Cinco militares hondureños resultaron heridos al ser atacados por decenas de civiles armados en una localidad del norte de Honduras, informó el martes un mando castrense.

El jefe del estado mayor de las Fuerzas Armadas, general René Osorio, indicó que tres de los efectivos heridos en el ataque del lunes están graves.

Osorio dijo que buscan a unos 30 agresores que usaron armas de grueso calibre, lo cuales no descartó que sean campesinos.

El general insinuó que los campesinos estarían recibiendo entrenamiento militar "por instructores llegados de Nicaragua y Venezuela", aunque no mostró ninguna evidencia al respecto.

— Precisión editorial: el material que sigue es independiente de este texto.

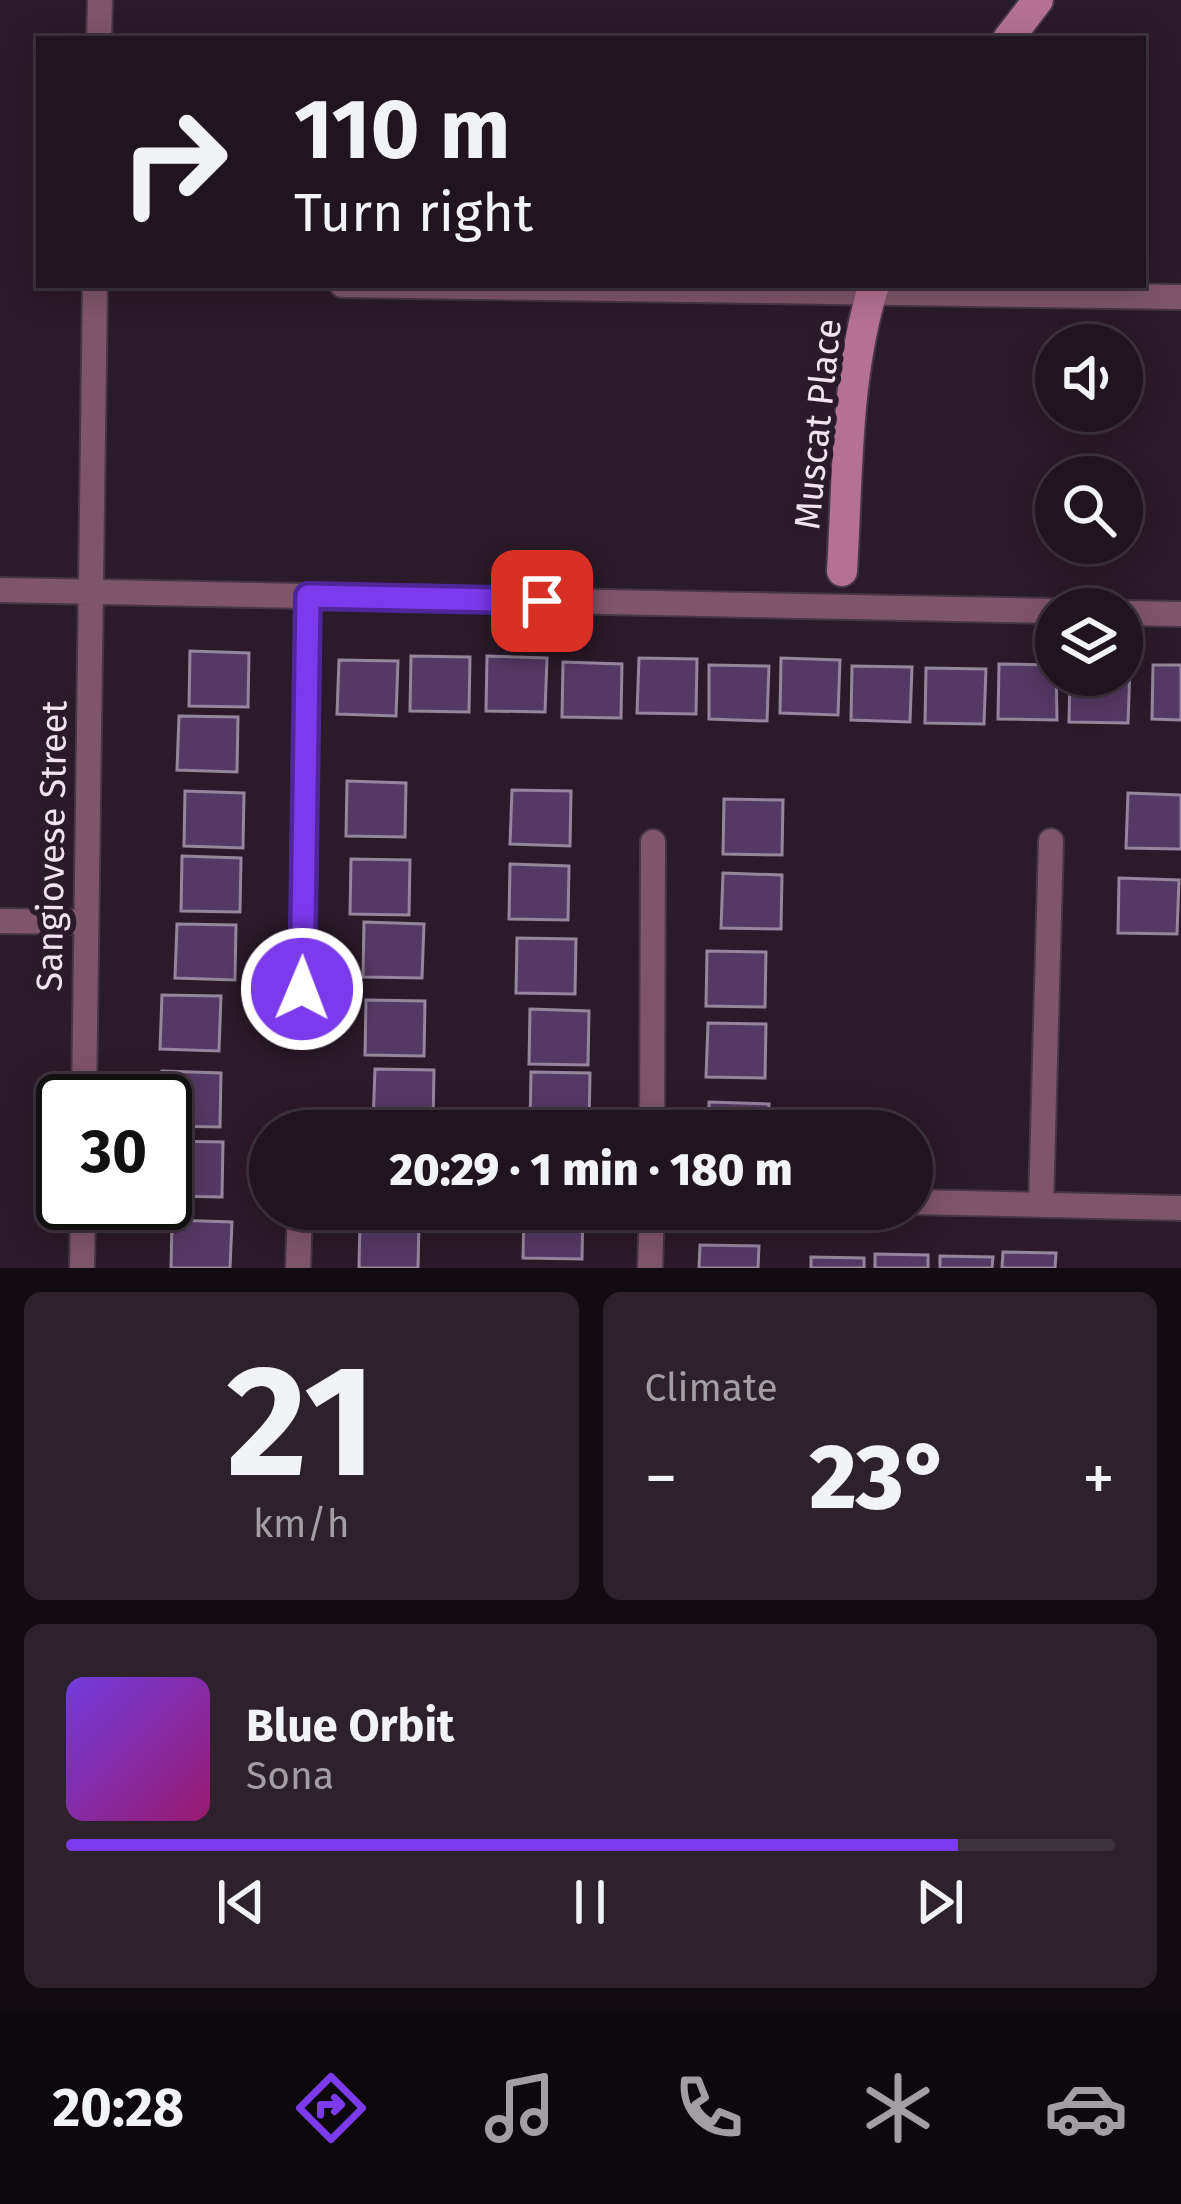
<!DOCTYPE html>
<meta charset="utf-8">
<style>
body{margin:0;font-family:"Fira Sans",sans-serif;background:#2d212c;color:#f1f3f6;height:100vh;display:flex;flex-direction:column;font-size:45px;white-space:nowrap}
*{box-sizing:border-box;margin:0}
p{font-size:39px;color:#a29ea4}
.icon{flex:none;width:66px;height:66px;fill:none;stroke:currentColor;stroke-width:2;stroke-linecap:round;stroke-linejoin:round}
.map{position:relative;height:1268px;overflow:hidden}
.panel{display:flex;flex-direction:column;gap:24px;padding:24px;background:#120b11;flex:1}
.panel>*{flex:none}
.hud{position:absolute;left:36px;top:36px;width:1110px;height:252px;border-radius:0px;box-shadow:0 6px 30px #0003,0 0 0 3px #3d333d;background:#20141f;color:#f1f3f6;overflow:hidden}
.buttons{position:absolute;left:1035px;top:324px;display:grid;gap:24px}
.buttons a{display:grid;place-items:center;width:108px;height:108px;border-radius:50%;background:#20141f;box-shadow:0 6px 30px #0003,0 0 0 3px #3d333d;font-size:60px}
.speed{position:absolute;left:36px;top:1074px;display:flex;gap:24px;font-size:60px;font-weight:700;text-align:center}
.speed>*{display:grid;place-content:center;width:156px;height:156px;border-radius:50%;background:#20141f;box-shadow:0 6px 30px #0003,0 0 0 3px #3d333d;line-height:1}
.speed .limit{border:6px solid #111;border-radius:18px;background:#fff;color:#111}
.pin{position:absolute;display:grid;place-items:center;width:102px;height:102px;color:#fff;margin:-51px;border-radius:24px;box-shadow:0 6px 18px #0006}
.me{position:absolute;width:132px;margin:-66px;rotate:1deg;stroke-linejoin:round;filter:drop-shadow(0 0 9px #0008)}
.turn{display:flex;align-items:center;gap:42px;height:252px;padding:0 60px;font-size:54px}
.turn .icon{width:156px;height:156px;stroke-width:2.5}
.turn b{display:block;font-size:84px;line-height:102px}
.big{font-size:90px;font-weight:800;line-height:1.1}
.panel .widget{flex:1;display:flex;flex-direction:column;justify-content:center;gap:18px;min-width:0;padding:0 42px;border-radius:18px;background:#2d212c}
.panel .dial{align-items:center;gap:0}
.dial b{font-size:156px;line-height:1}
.song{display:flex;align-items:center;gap:36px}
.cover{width:144px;height:144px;border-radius:18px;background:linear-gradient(135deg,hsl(260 70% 55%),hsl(320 70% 35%))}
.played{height:12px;border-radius:6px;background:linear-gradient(90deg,#7c3aed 85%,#3d333d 85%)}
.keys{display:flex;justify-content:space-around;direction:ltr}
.heat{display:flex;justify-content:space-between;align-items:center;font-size:66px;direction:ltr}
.panel .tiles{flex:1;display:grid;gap:24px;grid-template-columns:1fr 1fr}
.widget:last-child{grid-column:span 2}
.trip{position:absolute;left:249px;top:1110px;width:684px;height:120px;border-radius:60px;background:#20141f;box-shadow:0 6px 30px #0003,0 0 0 3px #3d333d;font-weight:800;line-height:120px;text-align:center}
.menu{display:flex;height:192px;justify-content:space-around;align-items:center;background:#0d080c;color:#a29ea4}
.menu .icon{width:84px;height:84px}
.menu .on{color:#7c3aed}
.menu b{font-size:54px;color:#f1f3f6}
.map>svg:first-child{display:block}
</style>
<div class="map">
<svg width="1181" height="1268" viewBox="0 0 1181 1268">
<rect width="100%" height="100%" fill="#2b1a29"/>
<!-- building -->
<path fill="#553965" stroke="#94869d" stroke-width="3" d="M190,651l59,2 -1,54 -59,-1z
M411,656l59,1 -1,55 -59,-1z
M487,656l60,2 -2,54 -59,-1z
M639,658l58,1 -1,55 -59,-1z
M781,658l59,2 -2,55 -58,-2z
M339,660l59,1 -2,55 -59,-2z
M563,662l59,2 -1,54 -59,-1z
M999,664l57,1 1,55 -59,-1z
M709,665l60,1 -2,55 -58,-2z
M1153,665h28v55l-29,-1z
M852,666l60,1 -2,55 -59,-2z
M926,668l60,1 -2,55 -59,-1z
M1122,668h8l-2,55 -59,-1 1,-47h52z
M179,716l59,1 -1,55 -60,-2z
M347,781l59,2 -1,54 -59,-1z
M512,790l59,1 -1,55 -60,-2z
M185,791l59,2 -1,55 -59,-2z
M1128,793l53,2v54l-55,-1z
M724,799l59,1 -1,55 -59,-1z
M182,856l59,2 -1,54 -59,-1z
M351,859l59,1 -1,55 -59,-1z
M510,864l59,2 -1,54 -59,-1z
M723,873l59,2 -1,54 -60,-1z
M1119,878l60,2 -2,54 -59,-1z
M364,922l60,2 -2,54 -59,-1z
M177,924l59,1 -1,55 -60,-2z
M517,938l59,1 -1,55 -59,-1z
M707,951l59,1 -1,55 -59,-1z
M162,995l59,1 -2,55 -59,-2z
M366,1000l59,1 -1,55 -59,-1z
M530,1009l59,2 -1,54 -59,-1z
M708,1023l58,1 -1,54 -59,-1z
M375,1069l59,1 -1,55 -60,-2z
M162,1071l59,2 -1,54 -55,-1z
M531,1072l59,1 -1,55 -59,-2z
M709,1102l60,2 -1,27h-59z
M165,1141l58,1 -1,55 -57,-1z
M524,1209h59l-1,50 -59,-1z
M172,1220l60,2 -2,46h-59z
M360,1221l59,1 -1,46h-59z
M700,1245l59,1 -1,22h-59z
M1003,1252l53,1 -1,15h-53z
M875,1254l53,1v13h-53z
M940,1256l53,1 -1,11h-52z
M811,1257l53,1v10h-53z"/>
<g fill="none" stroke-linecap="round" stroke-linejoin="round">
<defs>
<path id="street" d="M99,39l1,-39
M342,285l839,12
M0,590l1056,21
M1122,613l59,1
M0,921l86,1
M302,989l6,-393
M84,1101l11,-816
M302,1131v-6
M652,1131l1,-289
M912,1202l269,6
M1041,1205l10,-364
M82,1268l1,-65
M298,1268l2,-59
M650,1268l2,-59"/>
<path id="secondary" d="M1008,39l30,-39
M842,571c6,-95 3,-194 32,-286"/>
</defs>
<!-- street casing -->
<use href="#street" stroke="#473645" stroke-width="28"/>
<!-- secondary casing -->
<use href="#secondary" stroke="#473645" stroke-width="34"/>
<!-- street -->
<use href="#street" stroke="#7f5569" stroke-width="24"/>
<!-- secondary -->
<use href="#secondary" stroke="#b47192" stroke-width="30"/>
</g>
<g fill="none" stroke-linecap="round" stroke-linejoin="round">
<defs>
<path id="route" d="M302,989l6,-393 234,5"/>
</defs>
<!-- route casing -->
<use href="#route" stroke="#51269a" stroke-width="30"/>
<!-- route -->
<use href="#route" stroke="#7c3aed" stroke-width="21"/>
</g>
<g text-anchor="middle" stroke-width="12" stroke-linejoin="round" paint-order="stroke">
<!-- street labels -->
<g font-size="36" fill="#f0e3ee" stroke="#2b1a29">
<text transform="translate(817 424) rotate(-84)" y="13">Muscat Place</text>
<text transform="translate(51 846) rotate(-89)" y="13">Sangiovese Street</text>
</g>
</g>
</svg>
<div class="buttons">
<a><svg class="icon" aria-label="sound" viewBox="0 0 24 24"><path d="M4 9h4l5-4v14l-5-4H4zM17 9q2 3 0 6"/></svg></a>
<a><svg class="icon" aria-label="search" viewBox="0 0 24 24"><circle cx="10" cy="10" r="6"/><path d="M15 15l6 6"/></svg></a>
<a><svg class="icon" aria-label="layers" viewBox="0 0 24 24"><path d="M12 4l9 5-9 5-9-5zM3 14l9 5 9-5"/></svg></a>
</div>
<div class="speed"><div class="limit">30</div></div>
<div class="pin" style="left:542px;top:601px;background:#d93025"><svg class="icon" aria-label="arrive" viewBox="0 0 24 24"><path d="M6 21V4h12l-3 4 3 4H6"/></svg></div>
<svg class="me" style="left:302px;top:989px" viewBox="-20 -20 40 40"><circle r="17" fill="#7c3aed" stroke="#fff" stroke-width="3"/><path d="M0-11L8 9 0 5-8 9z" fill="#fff"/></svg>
<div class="trip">20:29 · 1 min · 180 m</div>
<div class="hud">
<div class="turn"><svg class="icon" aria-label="right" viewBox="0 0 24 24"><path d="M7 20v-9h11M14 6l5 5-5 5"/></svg><div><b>110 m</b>Turn right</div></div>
</div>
</div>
<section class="panel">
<div class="tiles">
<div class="widget dial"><b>21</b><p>km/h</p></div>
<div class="widget"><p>Climate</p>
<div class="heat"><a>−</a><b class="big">23°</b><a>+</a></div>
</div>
<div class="widget">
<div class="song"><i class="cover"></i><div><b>Blue Orbit</b><p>Sona</p></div></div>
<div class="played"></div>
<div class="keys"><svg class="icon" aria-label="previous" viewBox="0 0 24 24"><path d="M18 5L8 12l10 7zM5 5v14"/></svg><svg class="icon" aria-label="pause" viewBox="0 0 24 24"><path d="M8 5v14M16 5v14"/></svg><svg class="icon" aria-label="next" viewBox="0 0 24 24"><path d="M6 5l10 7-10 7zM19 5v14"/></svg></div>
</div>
</div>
</section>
<nav class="menu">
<b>20:28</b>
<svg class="icon on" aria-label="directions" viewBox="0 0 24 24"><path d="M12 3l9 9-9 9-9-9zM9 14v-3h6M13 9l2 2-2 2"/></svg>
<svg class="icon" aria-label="music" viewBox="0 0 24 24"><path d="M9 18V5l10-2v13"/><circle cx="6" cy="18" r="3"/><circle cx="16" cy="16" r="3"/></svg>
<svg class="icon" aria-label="phone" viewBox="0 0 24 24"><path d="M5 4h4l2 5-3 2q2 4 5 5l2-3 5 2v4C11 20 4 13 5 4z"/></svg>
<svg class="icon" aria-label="climate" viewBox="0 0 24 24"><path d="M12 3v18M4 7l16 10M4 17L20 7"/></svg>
<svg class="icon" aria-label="car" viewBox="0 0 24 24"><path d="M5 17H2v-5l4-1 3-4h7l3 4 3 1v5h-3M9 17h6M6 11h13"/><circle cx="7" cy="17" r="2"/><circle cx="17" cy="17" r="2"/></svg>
</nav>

El vicepresidente del Movimiento Unificado Campesino del Bajo Aguán, Juan Chinchilla, rechazó "categóricamente que ninguna organización campesina esté detrás de un ataque a militares en la zona ni están siendo entrenados por nadie".

El presidente de Honduras, Porfirio Lobo, declaró que el ataque "no tiene nada que ver con el conflicto agrario en la zona" sino que "tendría relación con un grupo de unos cincuenta integrantes" de Olancho, un departamento limítrofe.

El Bajo Aguán, 300 kilómetros al norte de Tegucigalpa, vive un alto nivel de conflictividad agraria debido a las ocupaciones de fincas de palma africana por partes de organizaciones de campesinos.

La semana pasada, Lobo canceló un viaje al Bajo Aguán debido a que el ejército no podía garantizar su seguridad, según informó la prensa local.

El gobierno y las organizaciones campesinas han negociado una propuesta de compra de 4.000 hectáreas, a las empresas por parte del estado.

Según Chinchilla, el gobierno "ha presentado una propuesta financiera inasumible que hemos rechazado y ese es el motivo real de que el presidente no quiera venir al valle a hablar con nosotros".

Por el ataque contra los militares y las acusaciones del jefe castrense contra el movimiento campesino, Chinchilla pronosticó que "se viene mas militarización al valle"

Los militares heridos el lunes pertenecen al 15 batallón de infantería del ejército hondureño y forman parte del Operativo Xatruch, desplegado en 2011 para prevenir enfrentamientos entre campesinos y fuerzas de seguridad privada de las empresas palmeras del Valle.

Hace dos semanas, casi 100 congresistas de los Estados Unidos, enviaron una carta a la Secretaria de Estado Hillary Clinton en la que pedían que se "suspenda la asistencia al ejército y la policía hondureña dadas las acusaciones creíbles de serias violaciones a los derechos humanos que recaen sobre las fuerzas de seguridad".

Los congresistas denunciaban entonces "un patrón de violaciones de los derechos humanos que afecta a líderes comunitarios, periodistas y activistas de la oposición sometidos a ataques, amenazas y ejecuciones extrajudiciales".

En la misiva, los legisladores estadounidenses dijeron que "45 campesinos, siete guardias de seguridad, dos militares y un periodista han sido asesinados en el valle desde septiembre de 2009".

La misiva apunta que los batallones militares implicados reciben entrenamiento por parte de los Estados Unidos.